This was common practice in Indonesia as it was feared that having a married couple in one office could lead to a conflict of interest. For example, one could promote one's spouse to a better position within the company or raise the spouse's salary. Or a married couple could bring their (potential) personal problems to the office (which could impact negatively on the company's performance).

On Thursday (14/12) Indonesia's Constitutional Court put a stop to this practice by rejecting the clause in the 2003 Labor Law that allowed employers to offer employees contracts in which they were barred from marrying colleagues. According to the court, this clause collides with human rights as marriage is part of people's fate. Moreover, when employees sign a contract they are usually in the weaker position (compared to the employer) and therefore would agree to various things in order to get the job (things that could later become a major burden for the person). In that context, it is not fair of employers to discourage coworkers to marry.

The case went to the Constitutional Court in January 2017 after eight employees of state-owned utility company Perusahaan Listrik Negara (PLN) requested a judicial review of the Labor Law, arguing that they were entitled to marry the person of their desire.

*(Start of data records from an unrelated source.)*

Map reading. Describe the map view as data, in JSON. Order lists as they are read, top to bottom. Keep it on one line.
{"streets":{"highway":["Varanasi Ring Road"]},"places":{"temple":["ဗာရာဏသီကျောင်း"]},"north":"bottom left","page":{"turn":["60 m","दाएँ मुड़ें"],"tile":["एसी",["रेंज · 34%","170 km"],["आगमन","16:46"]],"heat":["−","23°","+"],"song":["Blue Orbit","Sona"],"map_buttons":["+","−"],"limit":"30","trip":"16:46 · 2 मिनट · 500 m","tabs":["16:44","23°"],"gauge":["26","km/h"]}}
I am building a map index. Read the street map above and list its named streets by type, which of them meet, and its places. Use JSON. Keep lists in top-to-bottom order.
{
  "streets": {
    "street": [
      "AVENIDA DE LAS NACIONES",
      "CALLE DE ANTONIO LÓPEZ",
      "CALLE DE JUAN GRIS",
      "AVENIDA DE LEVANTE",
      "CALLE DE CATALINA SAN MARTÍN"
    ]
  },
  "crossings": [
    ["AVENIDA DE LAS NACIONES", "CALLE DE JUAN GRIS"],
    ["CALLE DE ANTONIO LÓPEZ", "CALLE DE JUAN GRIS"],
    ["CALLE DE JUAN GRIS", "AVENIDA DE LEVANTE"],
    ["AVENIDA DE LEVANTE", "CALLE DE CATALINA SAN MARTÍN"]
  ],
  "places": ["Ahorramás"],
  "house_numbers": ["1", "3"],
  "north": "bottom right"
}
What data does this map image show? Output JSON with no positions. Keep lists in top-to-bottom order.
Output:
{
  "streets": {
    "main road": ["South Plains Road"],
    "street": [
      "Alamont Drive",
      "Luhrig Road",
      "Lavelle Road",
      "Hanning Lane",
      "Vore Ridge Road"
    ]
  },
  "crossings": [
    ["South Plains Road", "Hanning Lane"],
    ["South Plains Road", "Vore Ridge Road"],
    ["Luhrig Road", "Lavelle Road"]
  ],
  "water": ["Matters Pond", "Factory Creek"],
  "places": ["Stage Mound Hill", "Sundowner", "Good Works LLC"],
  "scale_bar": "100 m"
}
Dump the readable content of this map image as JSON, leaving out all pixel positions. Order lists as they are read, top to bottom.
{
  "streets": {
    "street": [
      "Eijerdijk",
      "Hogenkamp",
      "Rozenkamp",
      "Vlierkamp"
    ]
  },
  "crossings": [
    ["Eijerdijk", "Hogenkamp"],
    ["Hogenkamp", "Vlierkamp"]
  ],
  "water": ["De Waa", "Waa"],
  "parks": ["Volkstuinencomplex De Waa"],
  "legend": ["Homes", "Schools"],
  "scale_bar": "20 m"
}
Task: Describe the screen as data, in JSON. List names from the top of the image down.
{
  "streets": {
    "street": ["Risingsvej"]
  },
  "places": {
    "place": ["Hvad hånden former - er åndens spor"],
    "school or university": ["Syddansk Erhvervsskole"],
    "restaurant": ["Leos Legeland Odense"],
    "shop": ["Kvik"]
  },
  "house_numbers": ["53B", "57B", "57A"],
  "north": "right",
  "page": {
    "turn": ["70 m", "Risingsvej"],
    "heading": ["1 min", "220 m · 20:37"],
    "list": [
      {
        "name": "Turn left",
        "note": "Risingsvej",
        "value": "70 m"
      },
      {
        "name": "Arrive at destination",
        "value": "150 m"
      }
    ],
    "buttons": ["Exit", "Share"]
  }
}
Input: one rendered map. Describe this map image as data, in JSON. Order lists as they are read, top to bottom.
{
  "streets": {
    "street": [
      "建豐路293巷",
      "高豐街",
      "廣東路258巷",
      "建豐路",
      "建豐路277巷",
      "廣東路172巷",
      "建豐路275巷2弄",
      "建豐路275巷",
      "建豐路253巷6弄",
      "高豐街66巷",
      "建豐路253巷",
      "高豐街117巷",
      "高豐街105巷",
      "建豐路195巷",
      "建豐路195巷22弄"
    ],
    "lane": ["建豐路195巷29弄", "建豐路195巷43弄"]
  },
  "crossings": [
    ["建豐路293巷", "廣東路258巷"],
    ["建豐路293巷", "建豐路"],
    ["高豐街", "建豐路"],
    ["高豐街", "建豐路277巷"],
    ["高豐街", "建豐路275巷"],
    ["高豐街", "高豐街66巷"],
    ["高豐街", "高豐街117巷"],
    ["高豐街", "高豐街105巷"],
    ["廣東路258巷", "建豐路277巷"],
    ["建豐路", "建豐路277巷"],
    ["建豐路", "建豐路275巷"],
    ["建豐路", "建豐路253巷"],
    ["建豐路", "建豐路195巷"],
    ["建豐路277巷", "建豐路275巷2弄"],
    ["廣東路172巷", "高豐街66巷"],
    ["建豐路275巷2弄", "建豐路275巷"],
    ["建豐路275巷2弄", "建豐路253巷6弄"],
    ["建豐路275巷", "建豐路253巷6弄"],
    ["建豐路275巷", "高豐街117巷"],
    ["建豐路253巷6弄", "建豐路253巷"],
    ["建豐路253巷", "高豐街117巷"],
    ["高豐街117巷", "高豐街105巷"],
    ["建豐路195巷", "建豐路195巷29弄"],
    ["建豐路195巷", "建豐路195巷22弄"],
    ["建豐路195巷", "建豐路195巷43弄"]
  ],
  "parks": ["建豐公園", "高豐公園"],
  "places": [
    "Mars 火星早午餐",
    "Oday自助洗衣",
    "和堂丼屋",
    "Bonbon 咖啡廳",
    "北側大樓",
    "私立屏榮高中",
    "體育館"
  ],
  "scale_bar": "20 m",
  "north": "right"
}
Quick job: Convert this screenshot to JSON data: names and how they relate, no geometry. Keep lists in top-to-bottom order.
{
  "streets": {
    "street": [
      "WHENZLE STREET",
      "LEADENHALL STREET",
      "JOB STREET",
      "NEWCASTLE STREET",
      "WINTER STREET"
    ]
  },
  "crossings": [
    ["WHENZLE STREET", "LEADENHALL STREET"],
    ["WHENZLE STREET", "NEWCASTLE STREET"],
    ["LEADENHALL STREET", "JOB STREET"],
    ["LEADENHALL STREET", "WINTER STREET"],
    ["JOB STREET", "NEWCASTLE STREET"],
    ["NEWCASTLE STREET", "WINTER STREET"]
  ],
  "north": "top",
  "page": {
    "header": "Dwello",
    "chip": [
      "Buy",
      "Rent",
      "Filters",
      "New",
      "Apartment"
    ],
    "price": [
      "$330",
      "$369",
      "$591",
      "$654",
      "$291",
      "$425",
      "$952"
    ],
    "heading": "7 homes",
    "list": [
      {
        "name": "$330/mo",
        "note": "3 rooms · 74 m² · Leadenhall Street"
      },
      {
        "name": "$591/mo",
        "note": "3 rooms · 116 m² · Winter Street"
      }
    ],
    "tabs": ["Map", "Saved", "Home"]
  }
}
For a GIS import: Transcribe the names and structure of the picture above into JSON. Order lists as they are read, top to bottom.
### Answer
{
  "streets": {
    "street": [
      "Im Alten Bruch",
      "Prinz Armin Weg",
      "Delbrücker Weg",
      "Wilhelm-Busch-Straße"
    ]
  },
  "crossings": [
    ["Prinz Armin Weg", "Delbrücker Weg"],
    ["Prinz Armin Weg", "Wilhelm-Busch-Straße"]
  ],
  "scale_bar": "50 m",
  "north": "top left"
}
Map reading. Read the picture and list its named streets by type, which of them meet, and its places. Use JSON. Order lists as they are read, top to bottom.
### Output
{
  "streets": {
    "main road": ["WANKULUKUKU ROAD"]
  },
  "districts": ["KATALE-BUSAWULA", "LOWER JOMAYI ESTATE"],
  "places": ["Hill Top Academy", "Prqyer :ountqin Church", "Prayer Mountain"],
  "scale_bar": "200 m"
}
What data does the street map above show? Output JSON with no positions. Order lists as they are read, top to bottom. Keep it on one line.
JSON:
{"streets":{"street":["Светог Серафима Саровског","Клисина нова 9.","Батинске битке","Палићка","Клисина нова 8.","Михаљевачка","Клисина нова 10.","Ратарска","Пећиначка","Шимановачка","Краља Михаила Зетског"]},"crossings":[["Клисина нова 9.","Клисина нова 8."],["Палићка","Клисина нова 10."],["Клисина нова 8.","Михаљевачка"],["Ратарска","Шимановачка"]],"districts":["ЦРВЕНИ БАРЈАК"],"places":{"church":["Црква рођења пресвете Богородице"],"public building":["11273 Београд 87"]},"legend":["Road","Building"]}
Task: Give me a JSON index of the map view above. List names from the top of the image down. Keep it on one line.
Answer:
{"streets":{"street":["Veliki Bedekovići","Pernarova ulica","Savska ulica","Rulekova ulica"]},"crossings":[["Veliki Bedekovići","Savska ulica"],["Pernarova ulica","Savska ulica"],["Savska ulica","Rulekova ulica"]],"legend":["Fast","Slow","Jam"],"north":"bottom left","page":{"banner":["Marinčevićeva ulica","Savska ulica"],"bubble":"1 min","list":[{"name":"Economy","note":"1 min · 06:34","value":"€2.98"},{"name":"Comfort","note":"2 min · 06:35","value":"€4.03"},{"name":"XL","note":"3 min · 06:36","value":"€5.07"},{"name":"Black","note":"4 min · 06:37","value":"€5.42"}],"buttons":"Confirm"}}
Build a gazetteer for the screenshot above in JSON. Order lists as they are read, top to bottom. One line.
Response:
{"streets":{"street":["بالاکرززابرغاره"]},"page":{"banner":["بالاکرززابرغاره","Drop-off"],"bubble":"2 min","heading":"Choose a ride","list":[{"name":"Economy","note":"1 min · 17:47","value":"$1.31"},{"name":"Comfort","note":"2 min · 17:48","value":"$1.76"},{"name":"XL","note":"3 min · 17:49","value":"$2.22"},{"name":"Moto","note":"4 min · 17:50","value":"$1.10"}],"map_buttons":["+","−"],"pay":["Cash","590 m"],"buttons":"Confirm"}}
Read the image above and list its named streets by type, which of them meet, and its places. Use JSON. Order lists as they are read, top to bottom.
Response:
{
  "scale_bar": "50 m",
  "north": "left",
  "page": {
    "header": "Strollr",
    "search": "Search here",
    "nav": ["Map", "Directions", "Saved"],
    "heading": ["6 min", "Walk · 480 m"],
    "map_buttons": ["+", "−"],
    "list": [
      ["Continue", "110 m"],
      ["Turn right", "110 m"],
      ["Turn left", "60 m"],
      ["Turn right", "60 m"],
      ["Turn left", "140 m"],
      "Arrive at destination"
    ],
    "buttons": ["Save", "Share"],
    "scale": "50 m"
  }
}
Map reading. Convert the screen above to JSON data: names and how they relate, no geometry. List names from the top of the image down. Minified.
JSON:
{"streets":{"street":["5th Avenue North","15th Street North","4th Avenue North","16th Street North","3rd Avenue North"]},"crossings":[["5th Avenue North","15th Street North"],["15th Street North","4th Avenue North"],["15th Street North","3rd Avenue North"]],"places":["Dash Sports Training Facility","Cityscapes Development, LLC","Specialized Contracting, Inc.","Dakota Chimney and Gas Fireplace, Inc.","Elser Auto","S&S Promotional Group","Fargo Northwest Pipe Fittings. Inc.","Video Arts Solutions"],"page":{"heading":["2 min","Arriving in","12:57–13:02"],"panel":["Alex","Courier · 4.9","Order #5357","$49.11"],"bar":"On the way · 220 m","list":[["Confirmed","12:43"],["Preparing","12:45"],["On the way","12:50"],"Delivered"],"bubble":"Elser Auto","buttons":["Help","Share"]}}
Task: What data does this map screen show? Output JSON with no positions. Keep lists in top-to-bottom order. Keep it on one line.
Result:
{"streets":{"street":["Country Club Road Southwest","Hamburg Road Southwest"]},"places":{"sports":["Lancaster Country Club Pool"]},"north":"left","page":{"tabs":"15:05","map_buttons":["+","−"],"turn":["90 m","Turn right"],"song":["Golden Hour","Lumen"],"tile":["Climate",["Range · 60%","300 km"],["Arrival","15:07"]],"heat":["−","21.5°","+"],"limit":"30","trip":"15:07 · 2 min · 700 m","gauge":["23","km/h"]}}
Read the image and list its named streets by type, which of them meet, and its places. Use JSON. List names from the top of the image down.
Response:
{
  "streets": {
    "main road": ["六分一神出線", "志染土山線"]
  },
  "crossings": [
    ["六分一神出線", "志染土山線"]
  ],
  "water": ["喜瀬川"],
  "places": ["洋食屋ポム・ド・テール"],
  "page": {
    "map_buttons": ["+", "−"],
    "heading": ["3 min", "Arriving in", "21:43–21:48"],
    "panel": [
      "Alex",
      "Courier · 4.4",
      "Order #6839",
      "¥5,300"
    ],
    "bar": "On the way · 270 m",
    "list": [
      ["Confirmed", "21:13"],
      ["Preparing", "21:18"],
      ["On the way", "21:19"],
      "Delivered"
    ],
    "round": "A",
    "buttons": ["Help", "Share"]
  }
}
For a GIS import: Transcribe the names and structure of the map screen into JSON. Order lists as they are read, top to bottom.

Meanwhile, in another case (that was handled on the same day), the Constitutional Court rejected a petition that was put forward by a conservative Muslim group. The group, called Family Love Alliance (AILA), wants to make extramarital sex an illegal act in Indonesia. It was a narrow rejection, however, as only five out of the nine judges voted against the petition. Human rights activists applauded the court's decision as there was concern that the petition would imply further discrimination against the gay community in Indonesia.